I rang up and asked could I be a part of this when I heard it was going on, because you don’t get to go into anywhere else – see your barley being processed and put through the distillery.
“They invite you down. You can see it, taste it and do the cut to hearts. You don’t get to do that anywhere else. Hopefully next year we’ll have whisky,” David added.
What’s so special about ‘Waterford Whisky’?
Waterford Distillery uses barley from about 35 growers across the country each year. This grain is stored, malted and then distilled separately. Everything about the process is fully traceable. The company hopes to build up a range of different whiskys which will taste differently depending on factors such as soil type and climate.
“They may or they may not do single farm releases. The great thing about what they’re doing is they can do single farm releases; they could do a Laois versus Wexford release; a sandy soil versus a heavy soil.”
David tasted his whisky straight off the still and was able to compare it to the previous year’s whisky.
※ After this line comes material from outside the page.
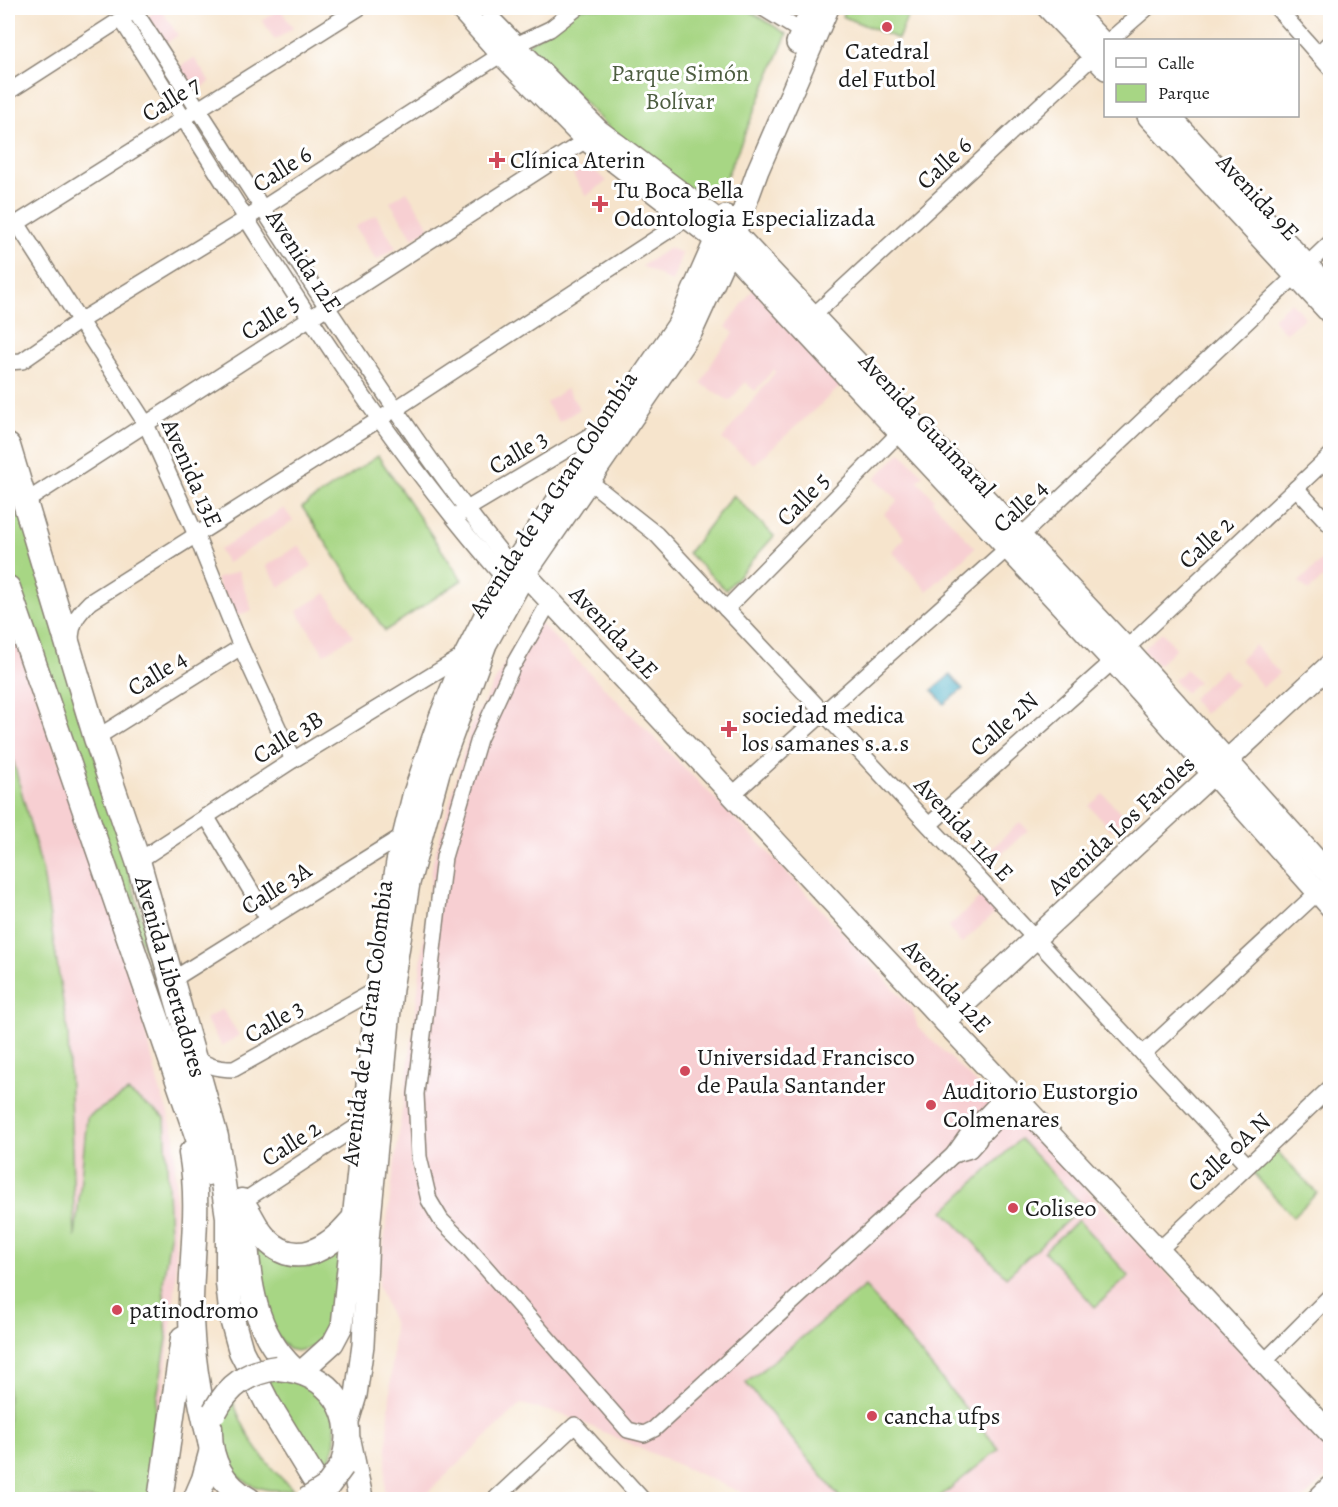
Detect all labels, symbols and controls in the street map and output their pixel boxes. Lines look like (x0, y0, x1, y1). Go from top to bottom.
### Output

While he admits he isn’t a whisky buff he did notice a difference from one year to the next.
On one occasion, David tasted whisky from a heavy soil and a light soil.
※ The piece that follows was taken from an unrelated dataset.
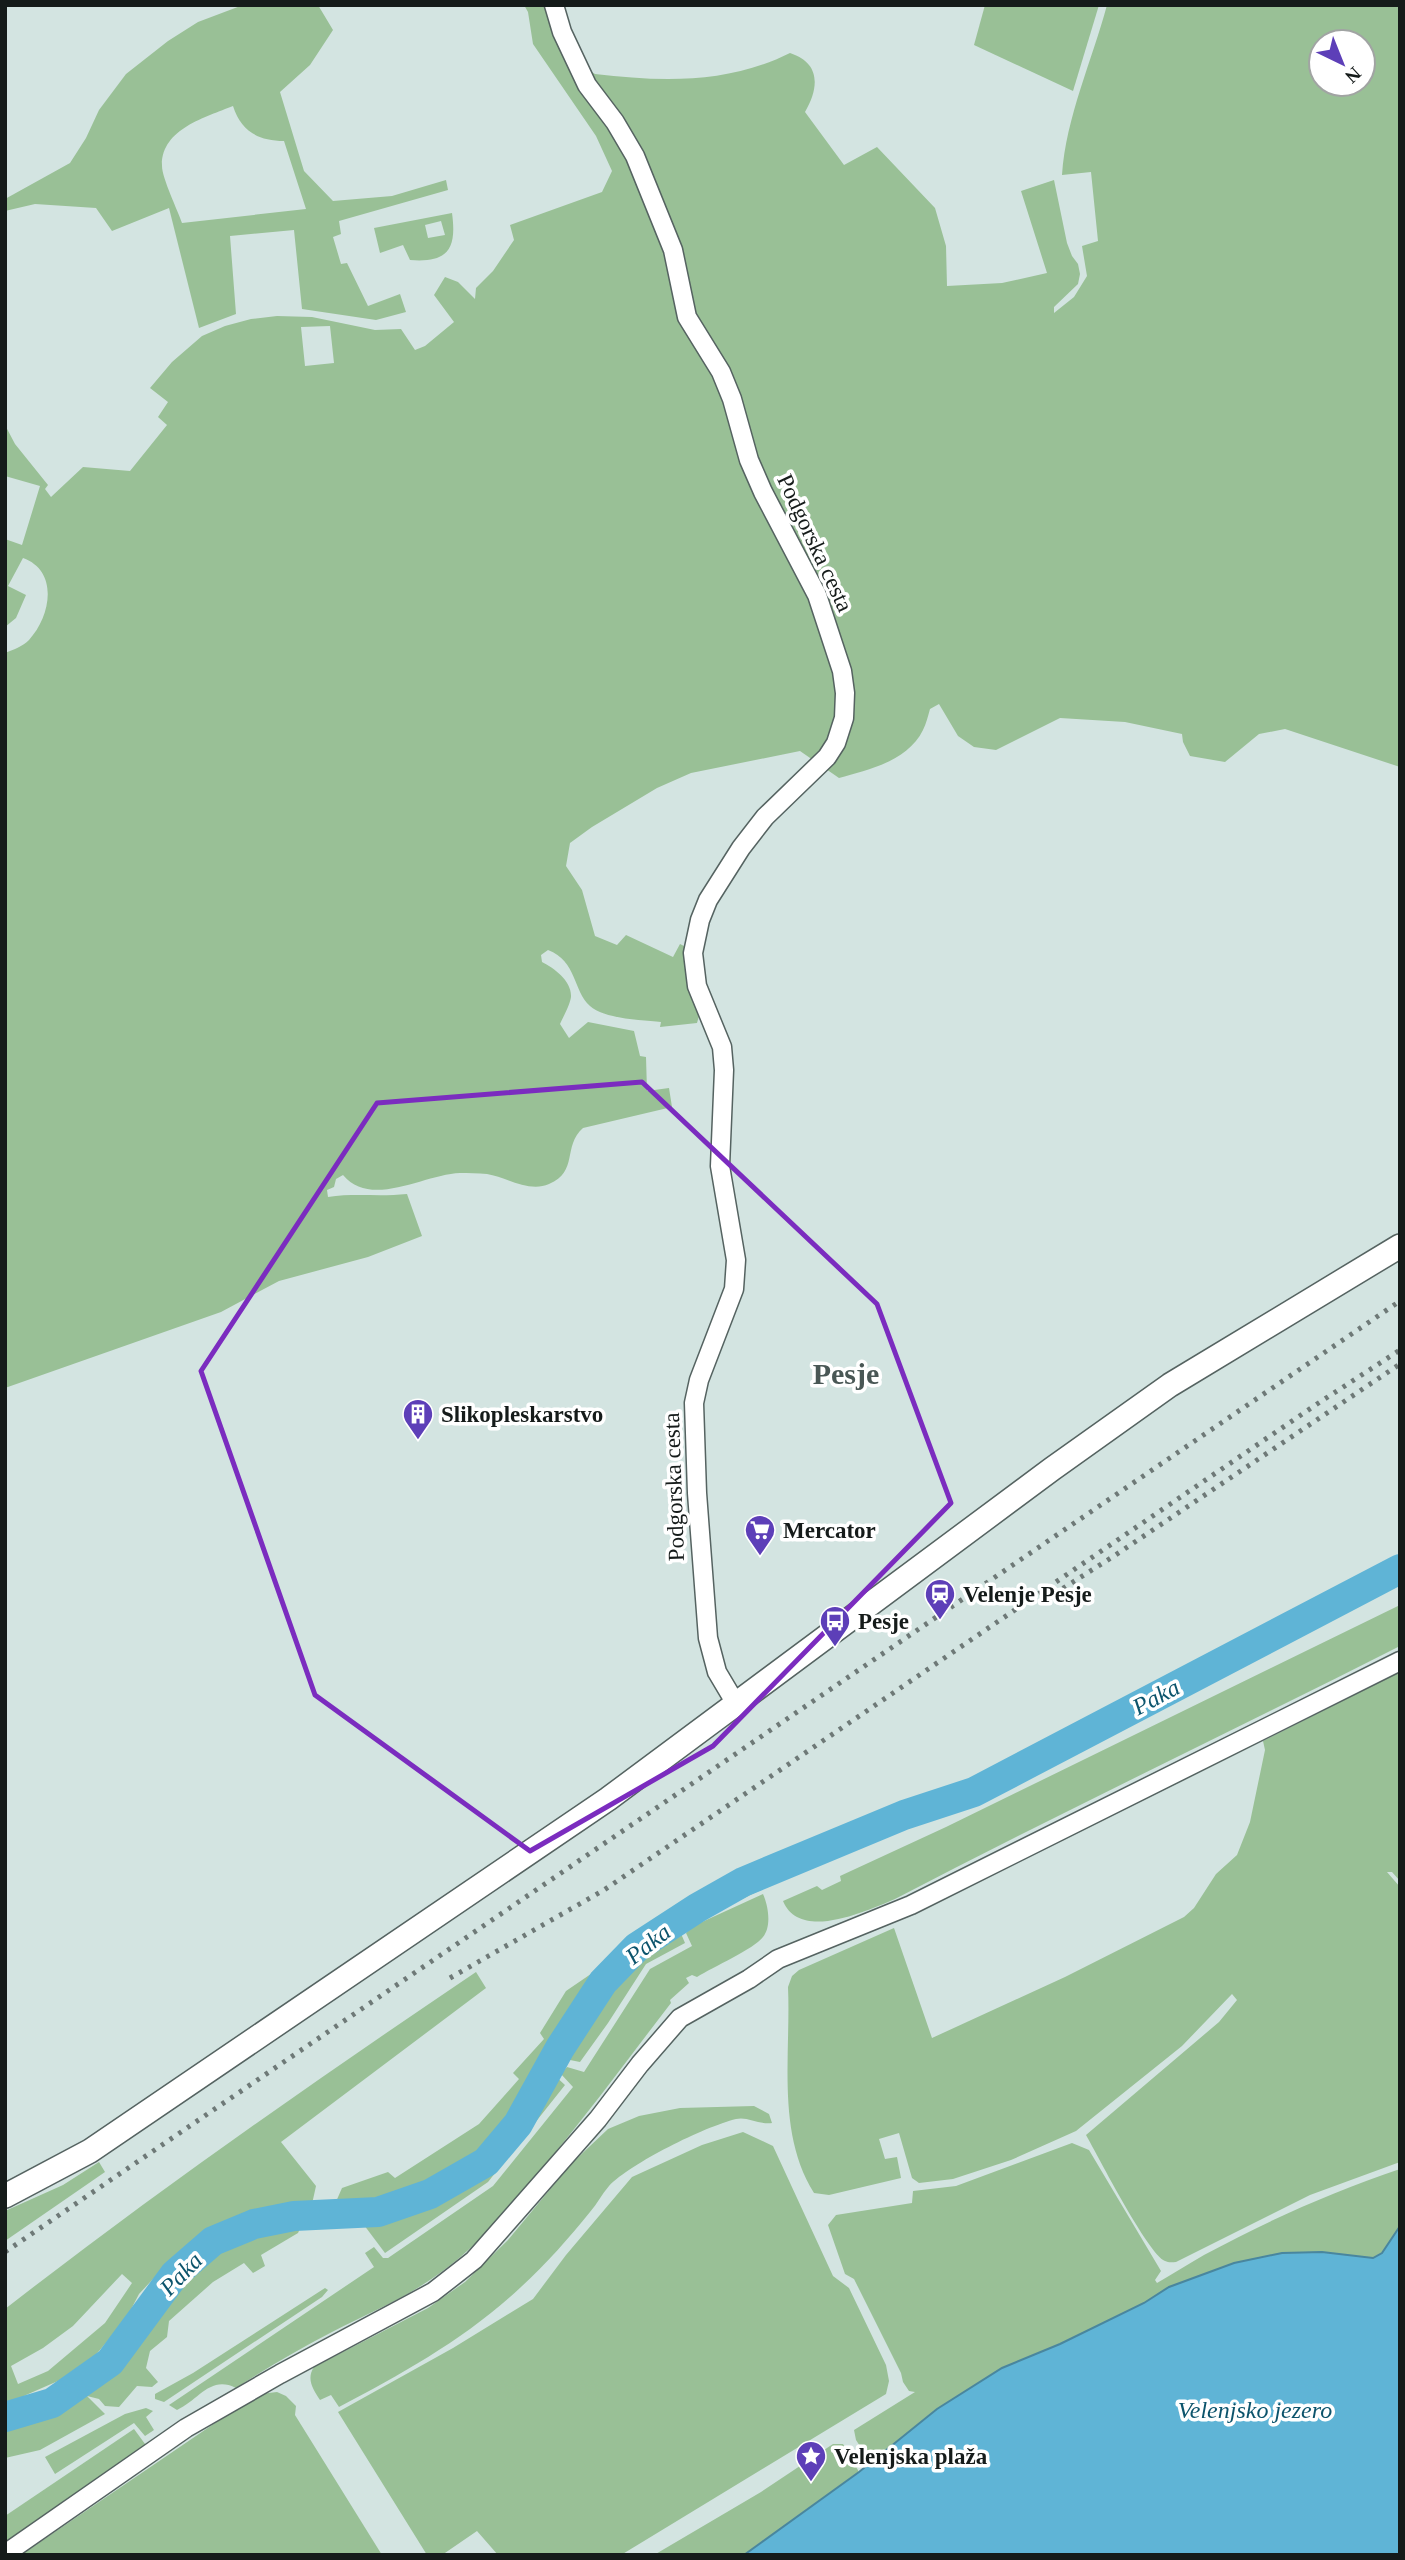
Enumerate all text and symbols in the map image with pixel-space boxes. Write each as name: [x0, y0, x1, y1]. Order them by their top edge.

“There was a huge difference – one was quite floral and there were different aromas off it. The other one was a little bit dull and heavy.”
Brewing barley for beer
In the same field lies 3ha of Planet malting barley for brewing. This crop will produce approximately 24t and keep David’s brewery running for most of the year. Another crop is located beside the brewery.
In the first few years of production David was brewing his beer off the farm, but he completed work on the brewery last December and now produces beer on site.
“We’re brewing away since December. Production is up 20% this year compared to previous years. We’ve a lot more capacity than we can use. The distribution of it is the really tricky bit.
“It’s a hard business to crack because you’re dealing with the other micro breweries, but you’re dealing with the big guys. You’re trying to get in against Heineken and Diageo.”
As a result, David is expanding his markets and will travel to the south of France in the autumn to generate leads in that region.
“We have a good local market, but what we actually need is to expand more nationally, or what we’re looking at at the minute is export. We have beer going into the UK in about six weeks.”
Local ingredients – the highest quality
As a farmer David gets a kick from brewing his own barley and seeing it make whisky. He is sure of the quality of the ingredients in the product.
“It’s back to local beer and local ingredients. We produce really good malting barley in this country so let’s focus on the fact that we’re using top-quality Irish barley.
“The craft beer thing in America is very much based around hops because they have very good hops over there and that’s what they’re using as their taste differentiator.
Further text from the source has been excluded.